Lawyers for 42-year-old Rodney Michael Reaves contended prosecutors failed to establish he was responsible for the 2003 death of 11-year-old Joella Reaves. He faces one count of malice murder and two counts of felony murder, as well as charges of cruelty to children and aggravated battery.

His wife, Charlott, faces the same charges and is expected to be tried in April.

Prosecutors allege the couple tied Joella Reaves up in the garage of their Stockbridge home and beat her with a baseball bat and a wooden spoon over several days. Rodney and Charlott Reaves could face the death penalty if convicted.

Rodney Reaves' attorneys called Richard Hill, a former member of the Henry County Police Department's Crime Scene Unit, to the stand Wednesday. The retired officer said that on the day Rodney Reaves found his daughter dead in her bed, he was "calm" and "talkative" with authorities who were questioning him.

Rodney Reaves' mother, Carrie James, lived with the couple briefly in 1999, and described Charlott as a "controlling" presence in the couple's relationship. Superior Court Judge Wade Crumbley did not allow James to elaborate on her assertions in the presence of the jury, and said her remarks were not relevant to the case against Rodney Reaves.

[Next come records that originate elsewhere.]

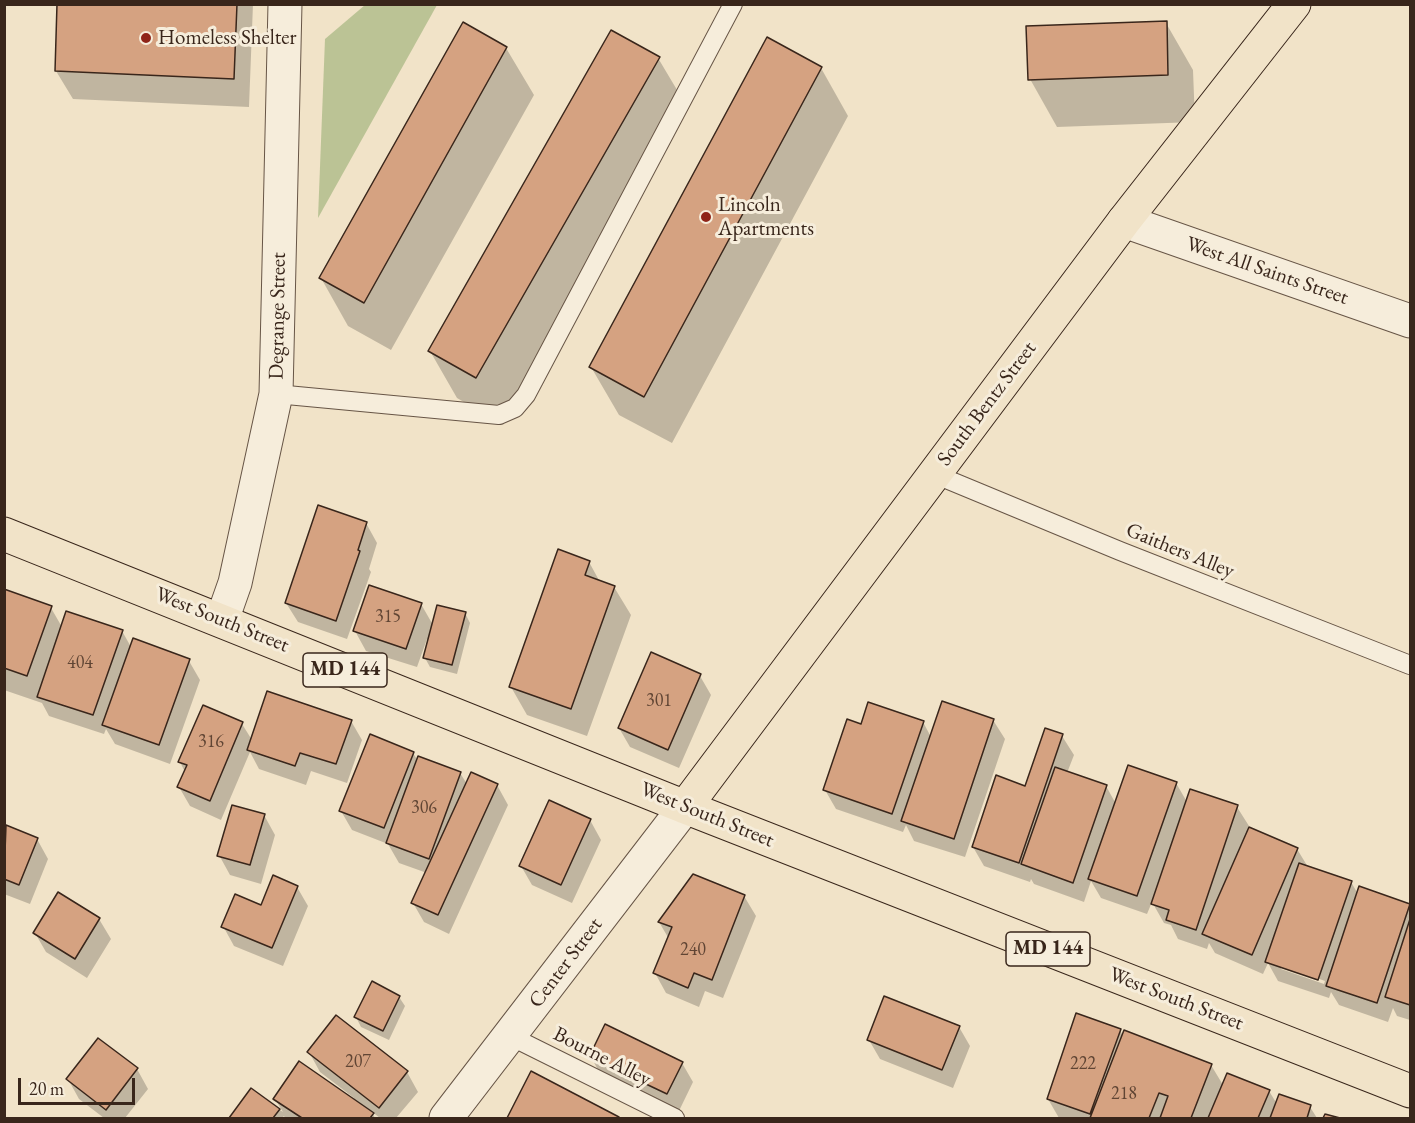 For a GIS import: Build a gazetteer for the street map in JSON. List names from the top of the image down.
{
  "streets": {
    "main road": ["South Bentz Street", "West South Street", "MD 144"],
    "street": ["West All Saints Street", "Degrange Street", "Center Street"],
    "lane": ["Gaithers Alley", "Bourne Alley"]
  },
  "crossings": [
    ["West All Saints Street", "South Bentz Street"],
    ["Degrange Street", "West South Street"],
    ["South Bentz Street", "Gaithers Alley"],
    ["South Bentz Street", "West South Street"],
    ["South Bentz Street", "Center Street"],
    ["West South Street", "Center Street"],
    ["Center Street", "Bourne Alley"]
  ],
  "places": ["Homeless Shelter", "Lincoln Apartments"],
  "house_numbers": [
    "315",
    "404",
    "301",
    "316",
    "306",
    "240",
    "207",
    "222",
    "218"
  ],
  "scale_bar": "20 m"
}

Navy Chief Petty Officer Kevin Sowell worked with Rodney Reaves when he was assigned to the U.S.S. Wasp, and said he spoke with him by phone the night before Joella's body was found.

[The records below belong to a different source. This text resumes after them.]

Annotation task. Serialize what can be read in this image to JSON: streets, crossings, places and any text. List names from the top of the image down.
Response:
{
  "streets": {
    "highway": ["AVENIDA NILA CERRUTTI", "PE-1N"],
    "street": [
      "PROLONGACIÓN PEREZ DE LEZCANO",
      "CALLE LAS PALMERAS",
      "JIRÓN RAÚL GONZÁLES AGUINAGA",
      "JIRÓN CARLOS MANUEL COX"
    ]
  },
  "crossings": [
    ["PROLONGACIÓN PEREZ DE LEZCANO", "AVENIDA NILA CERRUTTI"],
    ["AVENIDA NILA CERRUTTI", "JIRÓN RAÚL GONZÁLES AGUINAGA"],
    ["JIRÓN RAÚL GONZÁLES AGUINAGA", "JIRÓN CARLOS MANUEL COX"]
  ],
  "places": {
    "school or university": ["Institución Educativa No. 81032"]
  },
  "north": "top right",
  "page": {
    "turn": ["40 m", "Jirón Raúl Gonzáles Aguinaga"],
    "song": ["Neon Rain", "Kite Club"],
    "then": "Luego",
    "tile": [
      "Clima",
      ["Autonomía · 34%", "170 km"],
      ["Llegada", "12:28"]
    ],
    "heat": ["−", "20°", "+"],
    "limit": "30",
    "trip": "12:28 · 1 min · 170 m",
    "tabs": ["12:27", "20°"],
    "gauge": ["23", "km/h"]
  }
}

"He told me his daughter was sick, and that he needed to go back down to Georgia," Sowell said.

The proceedings began Wednesday with more testimony from Dr. Gerald Gowitt, a medical examiner who performed the autopsy on the child's body. Gowitt, who also testified Tuesday, said he found evidence of old and new scars on Joella's body, as well as a number of bruises and abrasions.

"The majority of her injuries appeared to be recent," Gowitt said.

Gowitt, who has done more than 20,000 autopsies in his career, said he was unable to determine exactly when the child died.

"Children are so variable in size that it hasn't been worked out how long it takes for a child's body to cool off or to become stiff," Gowitt said. "I couldn't back up how I would arrive at a time of death for her, based on the parameters I use."

Gowitt told Reaves' attorney, Public Defender Gary Bowman, that he is unable to determine whether the injuries Joella sustained were caused by a man or a woman. He said the nature of the child's wounds indicate a "considerable amount of force" was used.

"There's more to it than falling down the stairs," he said.

The jury also heard testimony Wednesday from Charles Corva, a counselor and licensed clinical social worker who met with members of the Reaves family several times about Charlott Reaves' claims that Joella was suffering "behavior and adjustment problems."

Corva testified Charlott, the child's stepmother, told him Joella was having issues with lying, defiance and anger control, as well as difficulty dealing with the death of her birth mother the previous year.

Corva said Joella Reaves was often "withdrawn" during the counseling sessions, many of which Rodney Reaves missed because of his military duties. Corva said he "did not notice any major change" in the child's demeanor when Charlott Reaves was present for sessions with the girl.

Defense attorneys are expected to continue presenting their case today.